╭─ Dataset excerpts

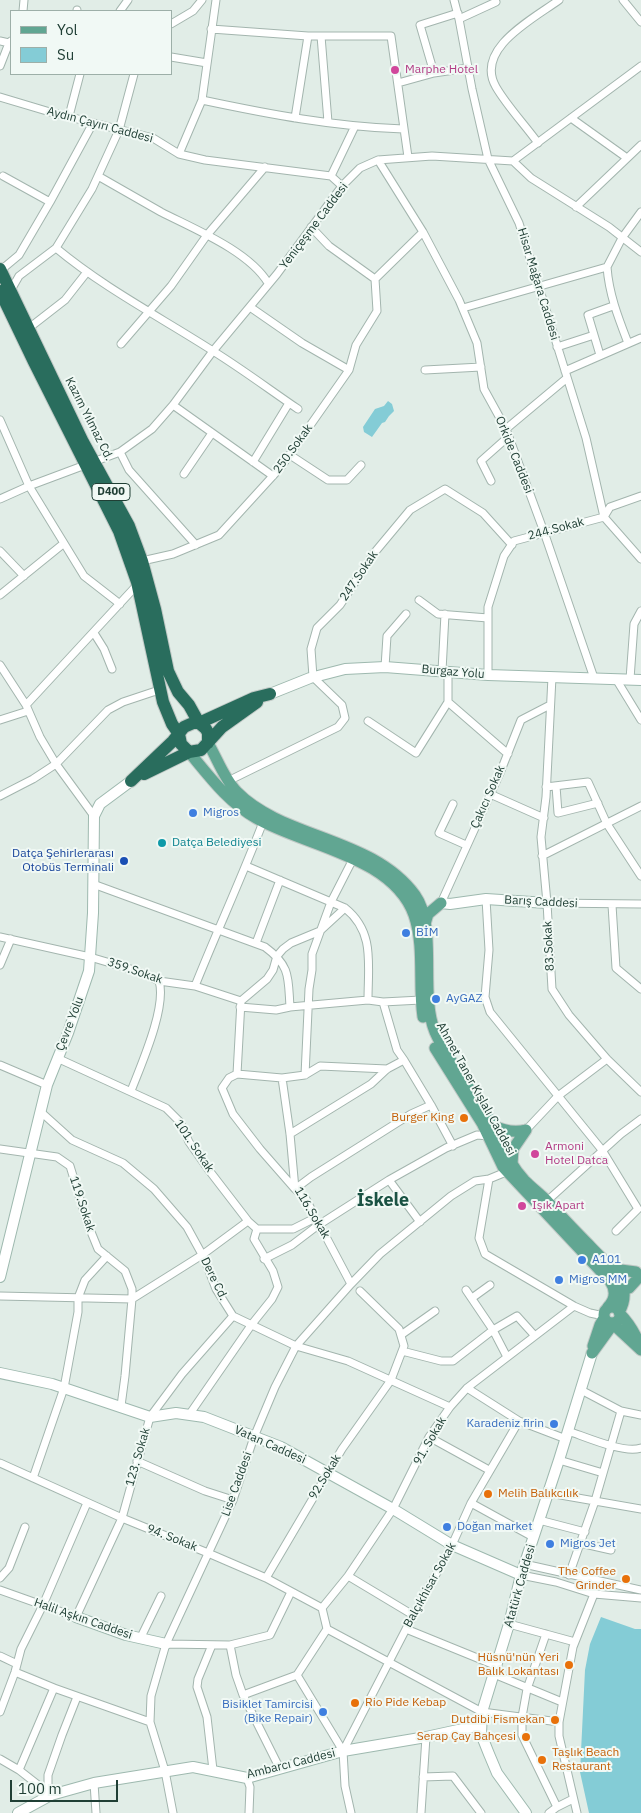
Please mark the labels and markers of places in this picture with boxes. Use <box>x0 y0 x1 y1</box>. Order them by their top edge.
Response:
place label: Marphe Hotel <box>405 63 478 77</box>
marker: Marphe Hotel <box>389 64 401 76</box>
place label: Migros <box>203 806 239 820</box>
marker: Migros <box>187 807 199 819</box>
place label: Datça Belediyesi <box>172 836 261 850</box>
marker: Datça Belediyesi <box>156 837 168 849</box>
place label: Datça Şehirlerarası Otobüs Terminali <box>12 847 114 875</box>
marker: Datça Şehirlerarası Otobüs Terminali <box>118 855 130 867</box>
place label: BİM <box>416 926 438 940</box>
marker: BİM <box>400 927 412 939</box>
place label: AyGAZ <box>446 992 482 1006</box>
marker: AyGAZ <box>430 993 442 1005</box>
place label: Burger King <box>391 1111 454 1125</box>
marker: Burger King <box>458 1112 470 1124</box>
place label: Armoni Hotel Datca <box>545 1140 608 1168</box>
marker: Armoni Hotel Datca <box>529 1148 541 1160</box>
place label: Işık Apart <box>532 1199 585 1213</box>
marker: Işık Apart <box>516 1200 528 1212</box>
place label: A101 <box>592 1253 621 1267</box>
marker: A101 <box>576 1254 588 1266</box>
place label: Migros MM <box>569 1273 627 1287</box>
marker: Migros MM <box>553 1274 565 1286</box>
place label: Karadeniz firin <box>467 1417 544 1431</box>
marker: Karadeniz firin <box>548 1418 560 1430</box>
place label: Melih Balıkcılık <box>498 1487 578 1501</box>
marker: Melih Balıkcılık <box>482 1488 494 1500</box>
place label: Doğan market <box>457 1520 532 1534</box>
marker: Doğan market <box>441 1521 453 1533</box>
place label: Migros Jet <box>560 1537 616 1551</box>
marker: Migros Jet <box>544 1538 556 1550</box>
place label: The Coffee Grinder <box>558 1565 616 1593</box>
marker: The Coffee Grinder <box>620 1573 632 1585</box>
place label: Hüsnü'nün Yeri Balık Lokantası <box>478 1651 559 1679</box>
marker: Hüsnü'nün Yeri Balık Lokantası <box>563 1659 575 1671</box>
place label: Rio Pide Kebap <box>365 1696 446 1710</box>
marker: Rio Pide Kebap <box>349 1697 361 1709</box>
place label: Bisiklet Tamircisi (Bike Repair) <box>222 1698 313 1726</box>
marker: Bisiklet Tamircisi (Bike Repair) <box>317 1706 329 1718</box>
place label: Dutdibi Fismekan <box>451 1713 545 1727</box>
marker: Dutdibi Fismekan <box>549 1714 561 1726</box>
place label: Serap Çay Bahçesi <box>417 1730 516 1744</box>
marker: Serap Çay Bahçesi <box>520 1731 532 1743</box>
place label: Taşlık Beach Restaurant <box>552 1746 619 1774</box>
marker: Taşlık Beach Restaurant <box>536 1754 548 1766</box>

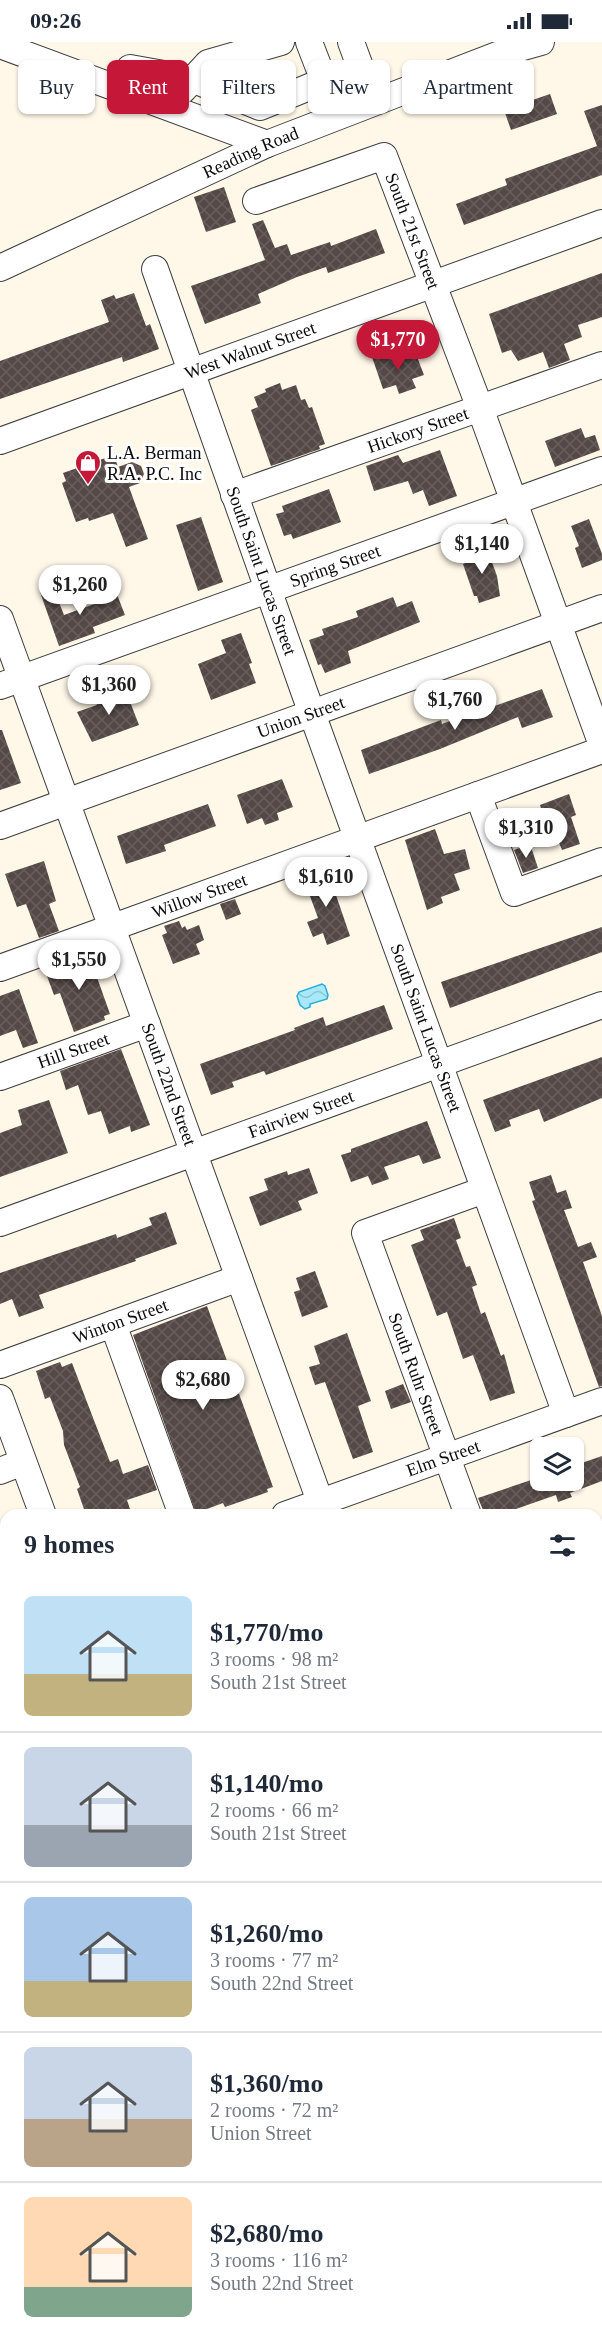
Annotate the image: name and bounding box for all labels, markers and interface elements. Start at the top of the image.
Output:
text: 09:26 [30,8,81,33]
chip: Buy [18,60,95,114]
chip: Rent [107,60,189,114]
chip: Filters [201,60,296,114]
chip: New [308,60,390,114]
chip: Apartment [402,60,534,114]
street label: Reading Road [200,123,301,182]
street label: South 21st Street [381,170,444,292]
street label: West Walnut Street [182,318,318,383]
pin: $1,770 [349,320,447,371]
text: $1,770 [371,328,426,350]
street label: Hickory Street [365,403,471,457]
place label: L.A. Berman R.A. P.C. Inc [107,443,202,484]
shop icon: L.A. Berman R.A. P.C. Inc [73,448,103,486]
street label: South Saint Lucas Street [223,484,300,658]
pin: $1,140 [433,524,531,575]
text: $1,140 [455,532,510,554]
street label: Spring Street [287,540,383,591]
pin: $1,260 [31,565,129,616]
text: $1,260 [53,573,108,595]
pin: $1,360 [60,665,158,716]
text: $1,360 [82,673,137,695]
pin: $1,760 [406,680,504,731]
text: $1,760 [428,688,483,710]
street label: Union Street [254,692,347,742]
pin: $1,310 [477,808,575,859]
text: $1,310 [499,816,554,838]
pin: $1,610 [277,857,375,908]
text: $1,610 [299,865,354,887]
street label: Willow Street [149,869,250,922]
pin: $1,550 [30,940,128,991]
street label: South Saint Lucas Street [386,941,466,1115]
text: $1,550 [52,948,107,970]
street label: South 22nd Street [137,1020,200,1148]
street label: Hill Street [35,1028,112,1073]
street label: Fairview Street [245,1086,356,1142]
street label: Winton Street [70,1295,171,1348]
street label: South Ruhr Street [385,1310,447,1438]
pin: $2,680 [154,1360,252,1411]
text: $2,680 [176,1368,231,1390]
street label: Elm Street [404,1436,483,1481]
map controls [530,1437,584,1491]
button: layers [530,1437,584,1491]
icon: filters [546,1529,579,1562]
text: 9 homes [24,1530,114,1559]
text: $1,770/mo [210,1618,323,1647]
icon: home [72,1620,144,1692]
text: 3 rooms · 98 m² [210,1648,338,1670]
text: South 21st Street [210,1671,347,1693]
text: $1,140/mo [210,1769,323,1798]
icon: home [72,1771,144,1843]
text: 2 rooms · 66 m² [210,1799,338,1821]
text: South 21st Street [210,1822,347,1844]
text: $1,260/mo [210,1919,323,1948]
icon: home [72,1921,144,1993]
text: 3 rooms · 77 m² [210,1949,338,1971]
text: South 22nd Street [210,1972,353,1994]
text: $1,360/mo [210,2069,323,2098]
icon: home [72,2071,144,2143]
text: 2 rooms · 72 m² [210,2099,338,2121]
text: Union Street [210,2122,312,2144]
text: $2,680/mo [210,2219,323,2248]
icon: home [72,2221,144,2293]
text: 3 rooms · 116 m² [210,2249,347,2271]
text: South 22nd Street [210,2272,353,2294]

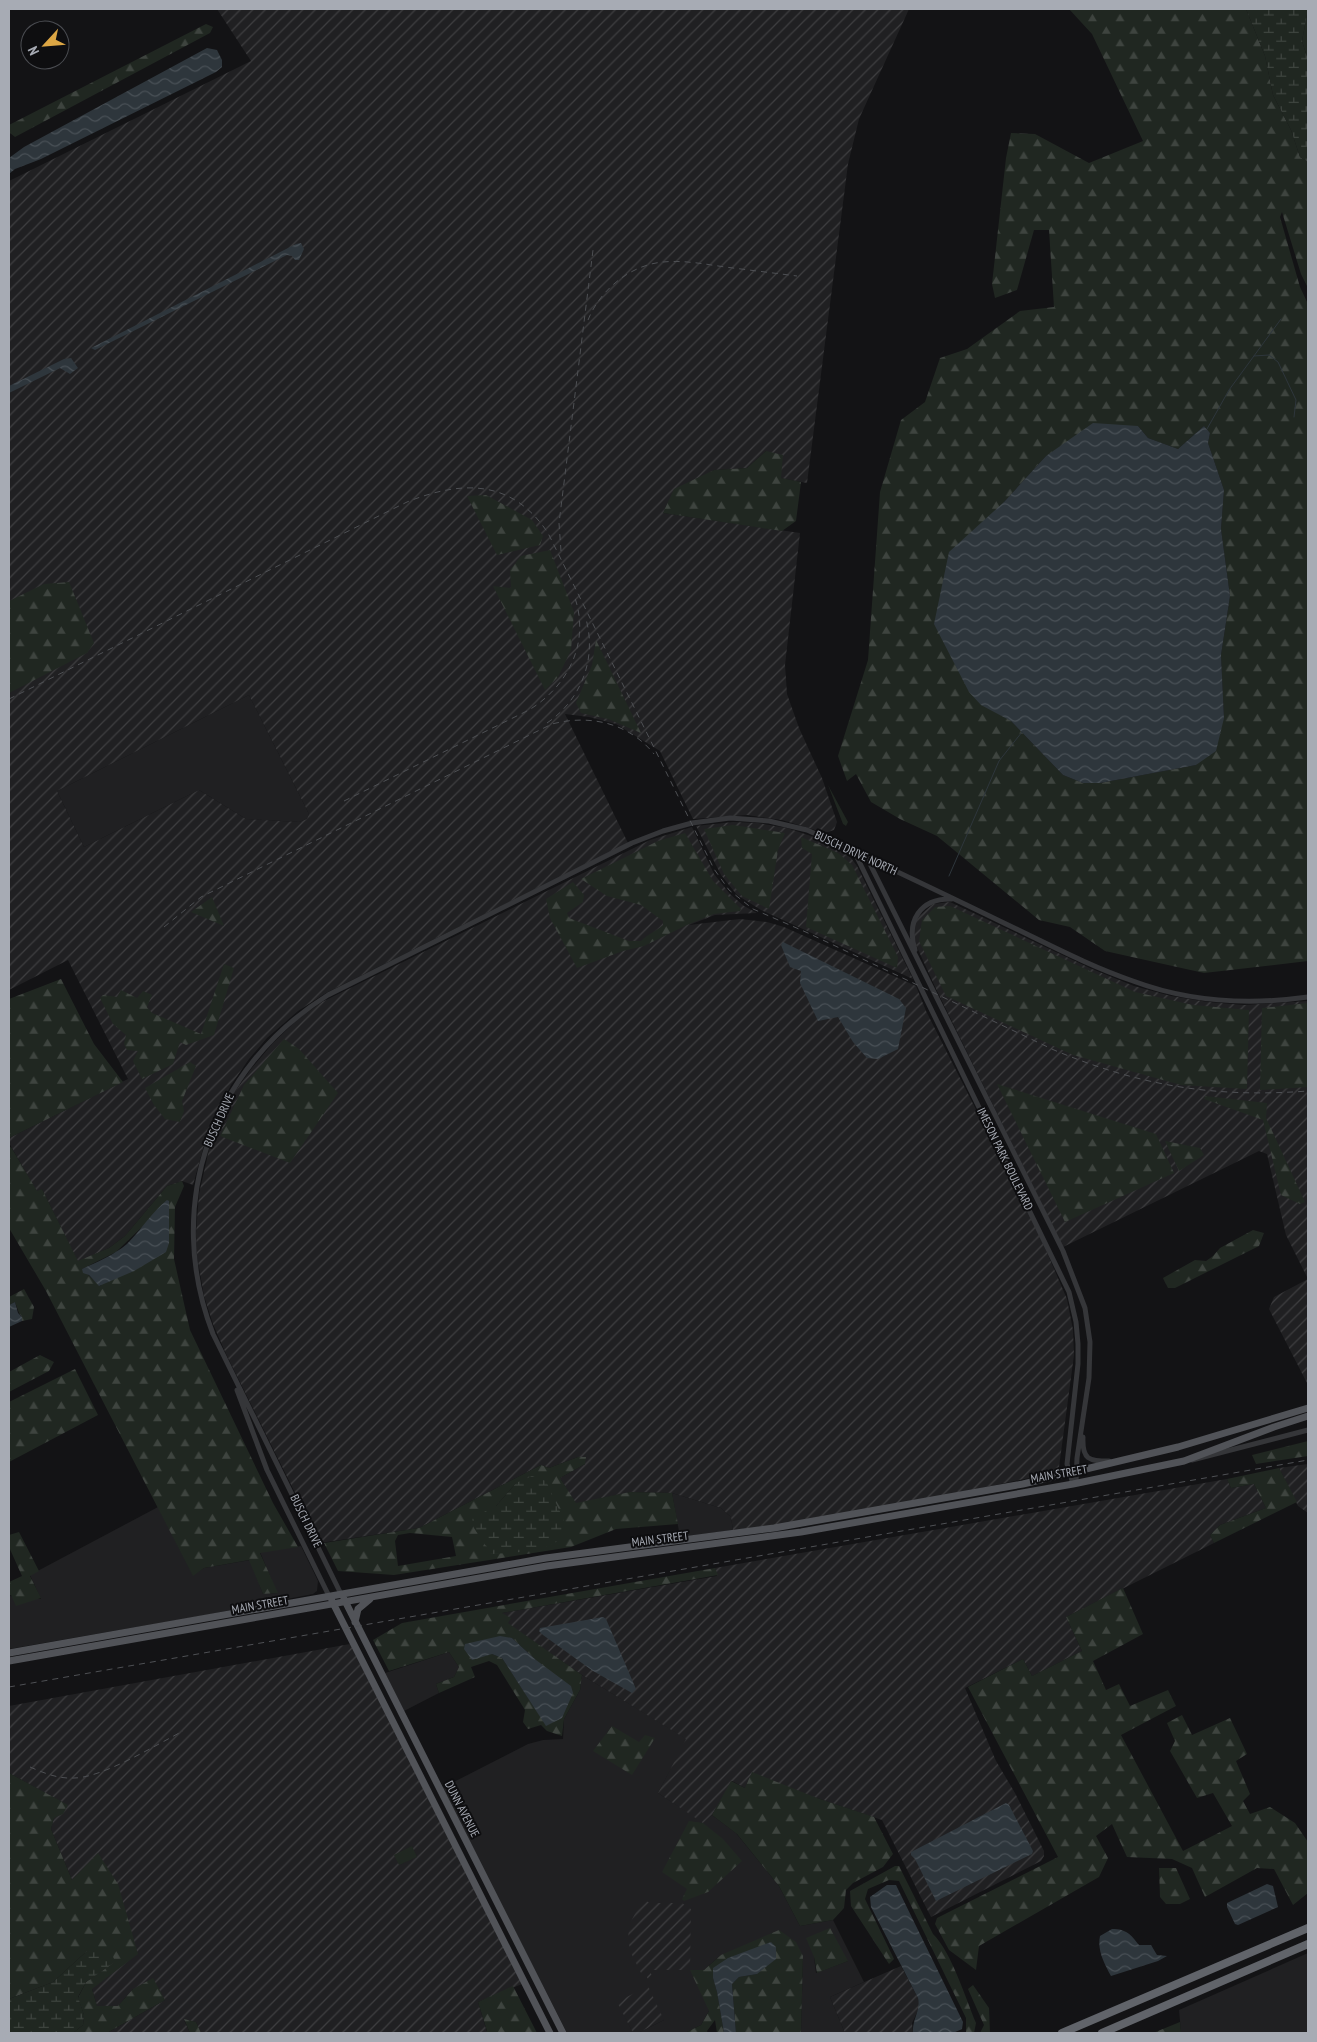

╰─

§ **What you have to do**: Among the lines above, list those that contain the word "Datça".

§ **Result**:
place label: Datça Belediyesi <box>172 836 261 850</box>
marker: Datça Belediyesi <box>156 837 168 849</box>
place label: Datça Şehirlerarası Otobüs Terminali <box>12 847 114 875</box>
marker: Datça Şehirlerarası Otobüs Terminali <box>118 855 130 867</box>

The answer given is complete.